On an underlying replacement cost basis, the measure that oil companies use in financial reporting, profits fell to $3.29 billion, from $8.15 billion in the same period last year. Analysts had forecast profits of more than $4 billion, and this triggered an immediate reversal in the share price to below £5. A drop in profits had been expected, however, because in Q3 this year oil and gas prices were lower than in 2022, when they had been supercharged by the Ukraine war. On a statutory basis, profits came in at $7.31 billion, from $1.98 billion the year before.

BP’s numbers have improved on the second quarter, but they have still missed market expectations, Stuart Lamont, investment manager at RBC Brewin Dolphin, says.

“After a tumultuous year or so, with a ‘reset’ to its strategy and the departure of the previous CEO, the company is focussing on major upstream oil, gas, and LNG assets and slowing investment in renewables. Profits and free cashflow remain relatively strong and will underpin planned returns to shareholders, with a higher dividend than last year and a further share buyback. This may well raise eyebrows in the current environment, particularly with oil prices predicted to continue their recent rise amid geopolitical tension.”

Analysts at UBS pointed to weaker results from the Gas and Low Carbon Energy division, where profits missed estimates by more than 40%. It’s a far cry since February 2023 when strong profits from BP and Shell inflamed the debate over windfall taxes and companies making excessive profits from the Russia-Ukraine conflict.

War Boost to Crude

But the current fourth quarter has already seen a rise in oil prices, amid conflict in the Middle East – which BP references as “geopolitical tension” – and Opec+ output restrictions.

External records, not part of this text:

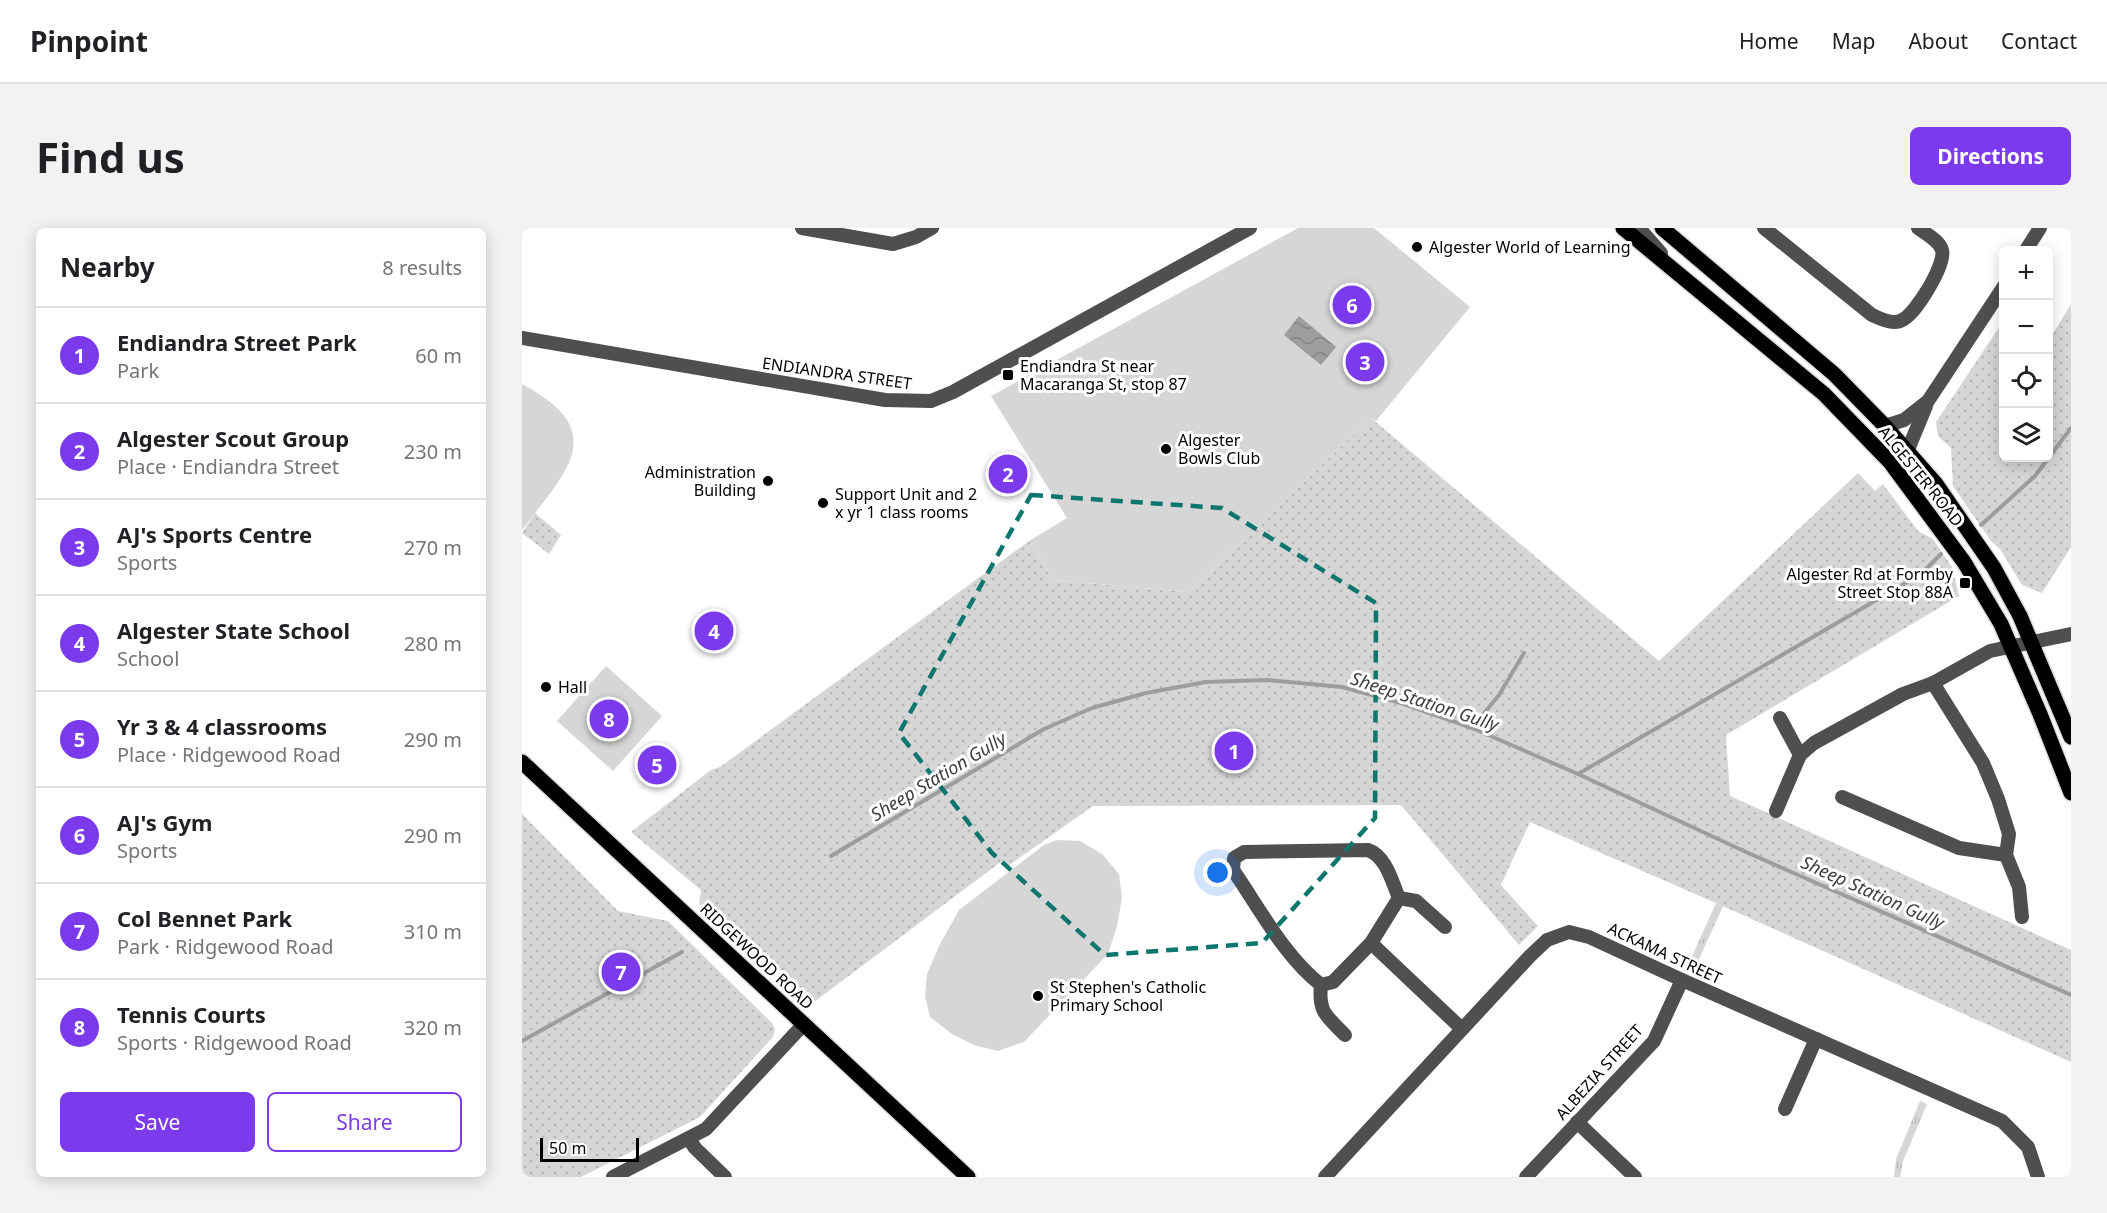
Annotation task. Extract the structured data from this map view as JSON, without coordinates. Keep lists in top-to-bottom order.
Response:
{
  "streets": {
    "main road": ["ALGESTER ROAD", "RIDGEWOOD ROAD"],
    "street": ["ENDIANDRA STREET", "ACKAMA STREET", "ALBEZIA STREET"]
  },
  "crossings": [
    ["ACKAMA STREET", "ALBEZIA STREET"]
  ],
  "water": ["Sheep Station Gully"],
  "places": {
    "other": [
      "Algester World of Learning",
      "Algester Bowls Club",
      "Administration Building",
      "Support Unit and 2 x yr 1 class rooms",
      "Hall",
      "St Stephen's Catholic Primary School"
    ],
    "transit": ["Endiandra St near Macaranga St, stop 87", "Algester Rd at Formby Street Stop 88A"]
  },
  "scale_bar": "50 m",
  "page": {
    "header": "Pinpoint",
    "nav": [
      "Home",
      "Map",
      "About",
      "Contact"
    ],
    "buttons": [
      "Directions",
      ["Save", "Share"]
    ],
    "title": "Find us",
    "heading": ["Nearby", "8 results"],
    "map_buttons": ["+", "−"],
    "pins": [
      "6",
      "3",
      "2",
      "4",
      "8",
      "1",
      "5",
      "7"
    ],
    "list": [
      {
        "mark": "1",
        "name": "Endiandra Street Park",
        "note": "Park",
        "value": "60 m"
      },
      {
        "mark": "2",
        "name": "Algester Scout Group",
        "note": "Place · Endiandra Street",
        "value": "230 m"
      },
      {
        "mark": "3",
        "name": "AJ's Sports Centre",
        "note": "Sports",
        "value": "270 m"
      },
      {
        "mark": "4",
        "name": "Algester State School",
        "note": "School",
        "value": "280 m"
      },
      {
        "mark": "5",
        "name": "Yr 3 & 4 classrooms",
        "note": "Place · Ridgewood Road",
        "value": "290 m"
      },
      {
        "mark": "6",
        "name": "AJ's Gym",
        "note": "Sports",
        "value": "290 m"
      },
      {
        "mark": "7",
        "name": "Col Bennet Park",
        "note": "Park · Ridgewood Road",
        "value": "310 m"
      },
      {
        "mark": "8",
        "name": "Tennis Courts",
        "note": "Sports · Ridgewood Road",
        "value": "320 m"
      }
    ],
    "scale": "50 m"
  }
}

"European gas and Asian [liquefied natural gas] prices will be driven by weather, demand recovery in Europe and China and ongoing geopolitical tension. In the US, weather is also a risk factor, but higher than normal storage levels and higher production should help to dampen volatility," the company said.

It added that refining margins across the industry will be lower in the current quarter, the last of the financial year.

For 2023, BP forecasts upstream production to be higher compared than in 2022, especially oil output.

In terms of shareholder distributions, BP announced another share buyback worth $1.5 billion, the same as in the August 2023 results. The dividend has been increased from 6 US cents to 7.27 cents.  BP shares are up 4% this year, even factoring in today’s fall, but they’re still trading below the Morningstar fair value estimate of £5.60.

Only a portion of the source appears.